I work with videos a lot and there are all kinds of possible pitfalls,
so I thought I'd weigh in on a few of the issues while the topic is
fresh in my mind. It's incredibly important to develop dependable and
consistent systems of creating stimuli that work for your hardware and
software.

I very much agree with David's option: that wherever possible it's best
to create video files with stock E-Prime in mind, rather than trying to
coerce E-Prime into working with whatever video files you have. With the
latter you may experience weeks of trouble (and repeated back-and-forth
correspondence with E-Prime Support who may or may not be able to
replicate your video problems on their hardware!). The Codec Config tool
is very useful in dealing with various video formats but it only goes so
far - and files that pass the codec config test may still cause crashes
when run for real.

Our test procedure when developing video experiments is something like
this. At each step there's a chance for failure (but less if you follow
the same steps as in a previous successful study)!
(Our experiments: we are mostly using clips of sign language stimuli 1-2
seconds long, perhaps 150-200 per experiment, possibly repeated a few
times in the course of a study).

1 - convert the very first video clip into the desired format/size etc.
(we prefer to display videos at their actual size rather than using
E-Prime's stretch function), and run Codec Config to see if the clip
passes this simple test.

2 - create the simplest possible program that displays that one video
using a MovieDisplay. If it works proceed to the next step.

3 - convert some more clips (15-20 should suffice, or just do them all
in batch mode). While you (or someone else) proceeds with the editing
process, set up a "stress test" experiment that repeatedly displays
these clips, one after another, with a reasonable interval between each
(otherwise you may start getting build-up of loading lags and thoroughly
unpleasant performance)
Make sure this experiment logs data (even if it's just non-responses).
I might set it to 100 repetitions of a randomized List. Then just set
it off - if it crashes along the way (ie, doesn't get to the end and
convert the running text log into an edat2 file) this is a sign you may
have a harder-to-detect codec issue to sort out. Better that it happens
this way than with a real participant.

4 - if you get this far, set up your real experiment and test it
completely under "realistic participant" conditions. Keep in mind that
the stress test in (3) may succeed but the real experiment may still
crash for one reason or another.

In addition to making sure your experiment does not crash, if timing is
an important consideration (and when is it not?), keep in mind that it
takes significant time to load and display video files. There are a
number of additional time audit features specific to MovieDisplays -
it's very wise to log these and get your timing sorted out before you
start running. Timing can be a real mess when you deal with video
stimuli and seems to depend a lot on the hardware.
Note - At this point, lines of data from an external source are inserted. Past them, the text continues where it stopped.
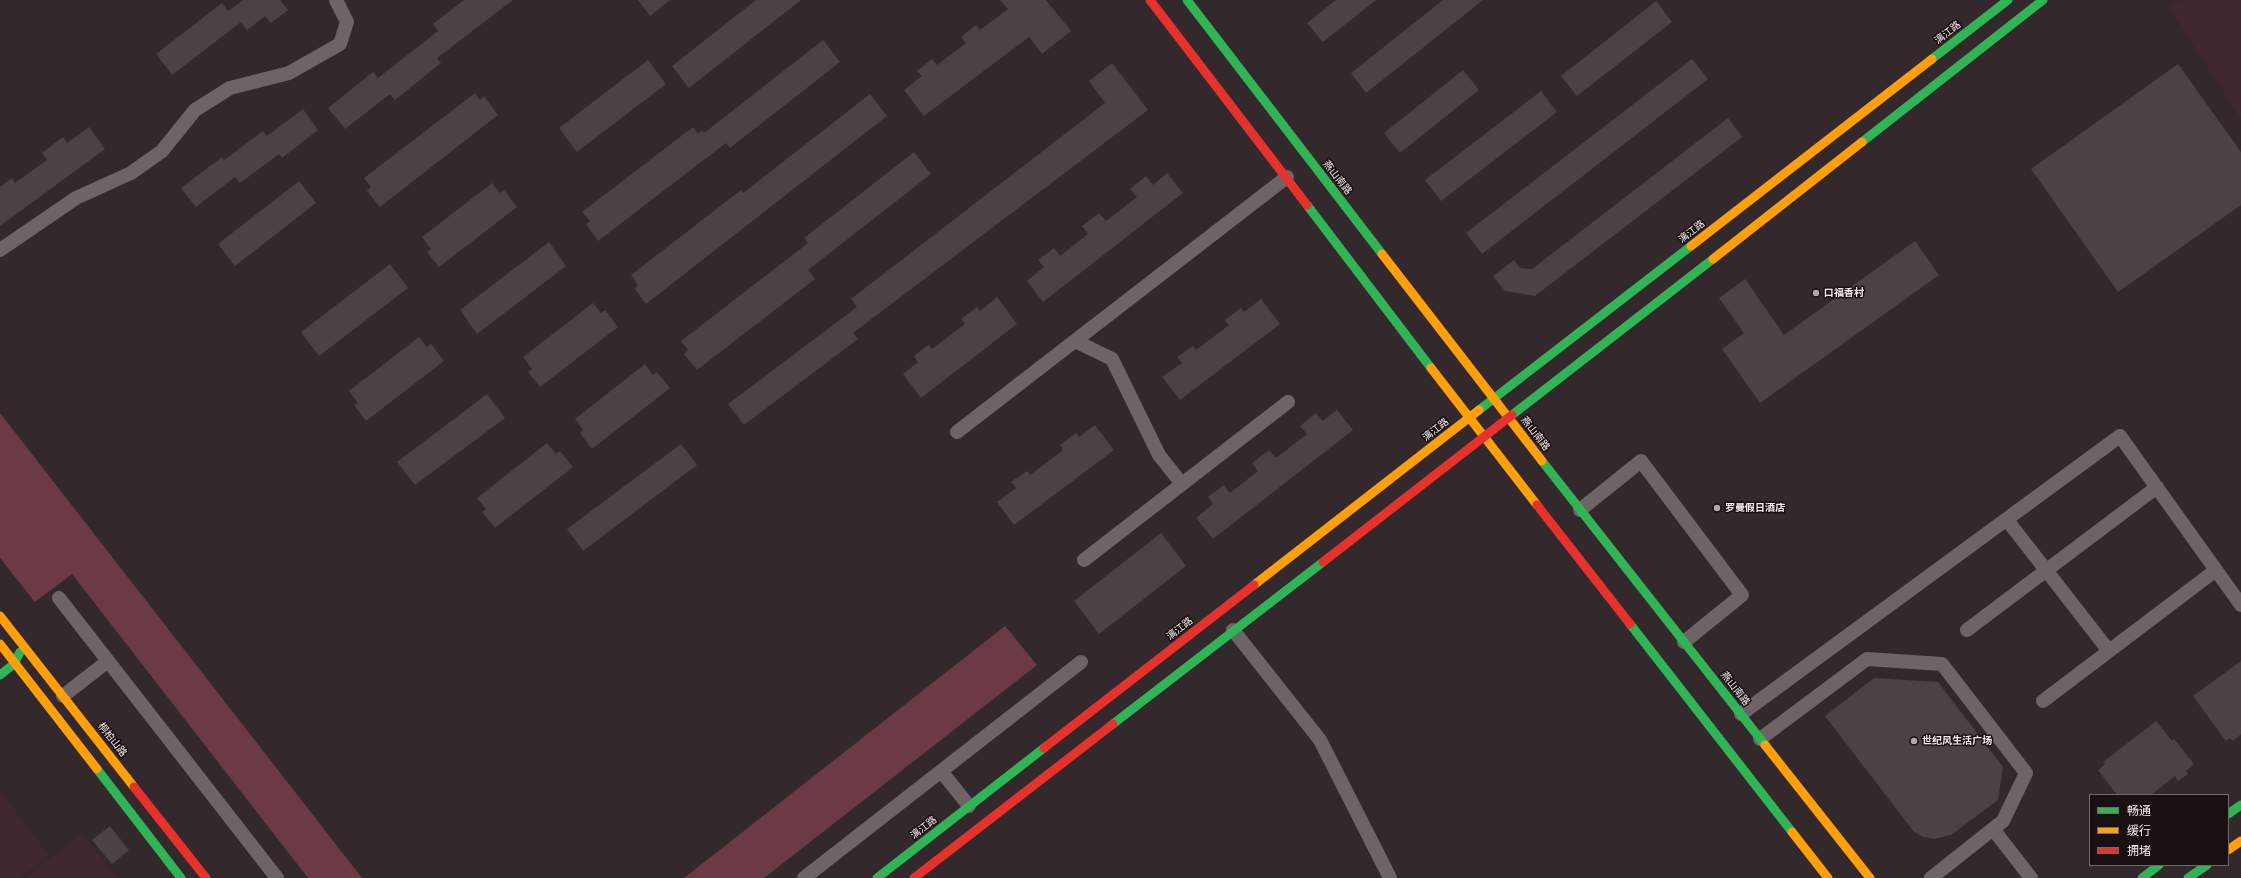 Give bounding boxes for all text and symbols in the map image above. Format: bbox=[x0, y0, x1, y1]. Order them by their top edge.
street label: 漓江路 bbox=[1932, 19, 1964, 47]
street label: 燕山南路 bbox=[1320, 159, 1354, 197]
street label: 漓江路 bbox=[1676, 218, 1708, 246]
place label: 口福香村 bbox=[1824, 287, 1864, 299]
marker: 口福香村 bbox=[1811, 288, 1821, 298]
street label: 燕山南路 bbox=[1518, 415, 1552, 453]
street label: 漓江路 bbox=[1420, 416, 1452, 444]
place label: 罗曼假日酒店 bbox=[1725, 502, 1785, 514]
marker: 罗曼假日酒店 bbox=[1712, 503, 1722, 513]
street label: 漓江路 bbox=[1164, 615, 1196, 643]
street label: 燕山南路 bbox=[1718, 670, 1752, 708]
street label: 桐柏山路 bbox=[95, 721, 129, 759]
place label: 世纪风生活广场 bbox=[1922, 735, 1992, 747]
marker: 世纪风生活广场 bbox=[1909, 736, 1919, 746]
legend bbox=[2089, 794, 2229, 866]
text: 畅通 bbox=[2127, 804, 2151, 819]
street label: 漓江路 bbox=[908, 814, 940, 842]
text: 缓行 bbox=[2127, 824, 2151, 839]
text: 拥堵 bbox=[2127, 844, 2151, 859] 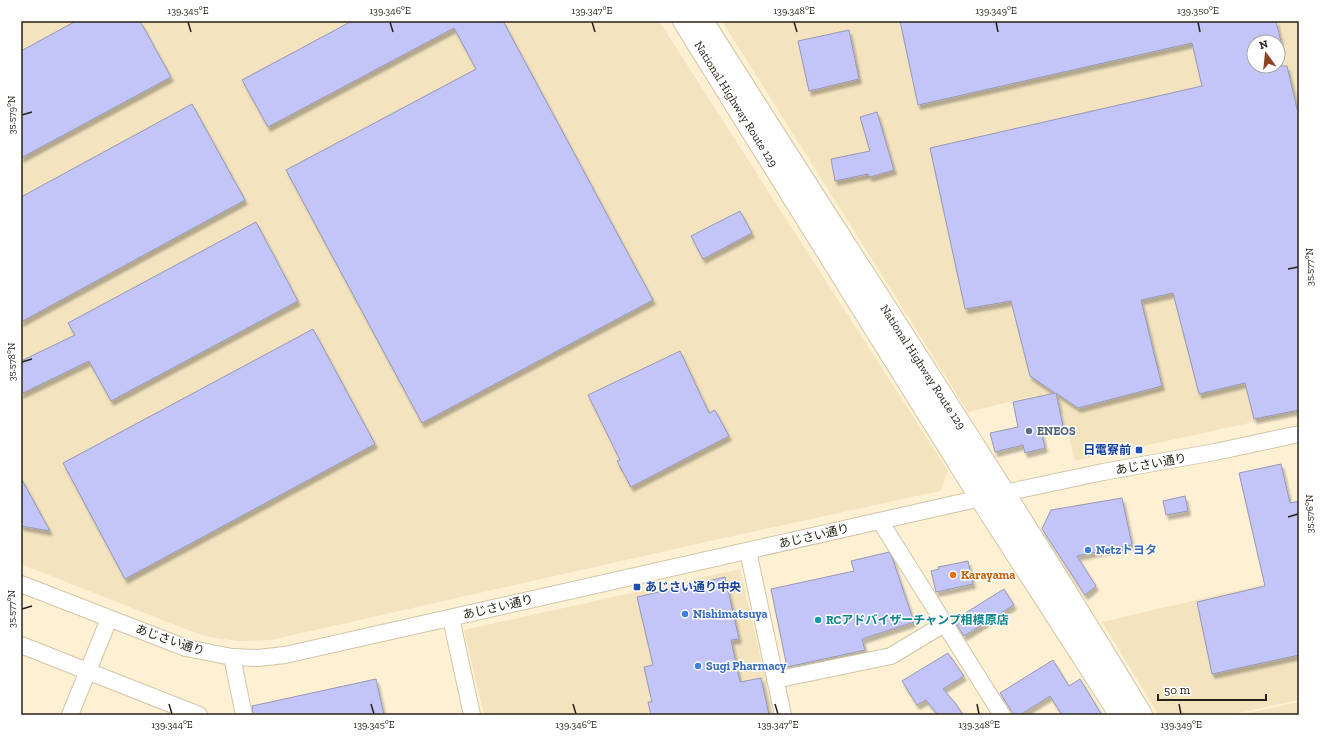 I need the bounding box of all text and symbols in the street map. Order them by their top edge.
text: 139.345°E [167,5,209,17]
text: 139.346°E [369,5,411,17]
text: 139.347°E [572,5,613,17]
text: 139.348°E [773,5,815,17]
text: 139.349°E [975,5,1017,17]
text: 139.350°E [1177,5,1219,17]
north arrow [1246,34,1286,74]
text: N [1258,37,1270,52]
street label: National Highway Route 129 [691,38,781,170]
text: 35.579°N [6,95,18,134]
text: 35.577°N [1304,247,1316,286]
street label: National Highway Route 129 [877,302,969,432]
text: 35.578°N [6,342,18,381]
place label: ENEOS [1037,424,1076,438]
marker: ENEOS [1024,426,1034,436]
place label: 日電寮前 [1083,443,1131,457]
marker: 日電寮前 [1134,445,1144,455]
street label: あじさい通り [1114,451,1188,477]
text: 35.576°N [1304,494,1316,533]
street label: あじさい通り [777,521,851,551]
place label: Netzトヨタ [1096,543,1157,557]
marker: Netzトヨタ [1083,545,1093,555]
place label: Karayama [961,568,1015,582]
marker: Karayama [948,570,958,580]
place label: あじさい通り中央 [645,580,741,594]
marker: あじさい通り中央 [632,582,642,592]
text: 35.577°N [6,589,18,628]
street label: あじさい通り [461,592,535,622]
place label: Nishimatsuya [693,607,768,621]
marker: Nishimatsuya [680,609,690,619]
place label: RCアドバイザーチャンプ相模原店 [826,613,1009,627]
marker: RCアドバイザーチャンプ相模原店 [813,615,823,625]
street label: あじさい通り [134,622,206,658]
place label: Sugi Pharmacy [706,659,787,673]
marker: Sugi Pharmacy [693,661,703,671]
scale bar [1158,676,1266,702]
text: 50 m [1164,683,1191,697]
text: 139.344°E [151,719,193,731]
text: 139.345°E [353,719,395,731]
text: 139.346°E [555,719,597,731]
text: 139.347°E [758,719,799,731]
text: 139.348°E [958,719,1000,731]
text: 139.349°E [1160,719,1202,731]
For all of this, if you run into real problems, I strongly urge you to
open a support request with E-Prime support (even though you may want a
solution "today" and the support queue may be 10-12 days). Video
problems can be so complicated and idiosyncratic, and there may be known
bugs or still-undocumented features that could help you out a great
deal. I've had very good responses from support staff over the years,
but patience is required especially during the peak periods (eg start of
academic terms).

Whew, that's enough about my life story with video problems. When it
comes to video capture and conversion - our main setup for generating
E-Prime video from scratch involves initial processing on Apple hardware
(Final Cut Pro) from a range of DV cameras (our studio/video hardware is
apple-based), although I still use VirtualDub on some occasions.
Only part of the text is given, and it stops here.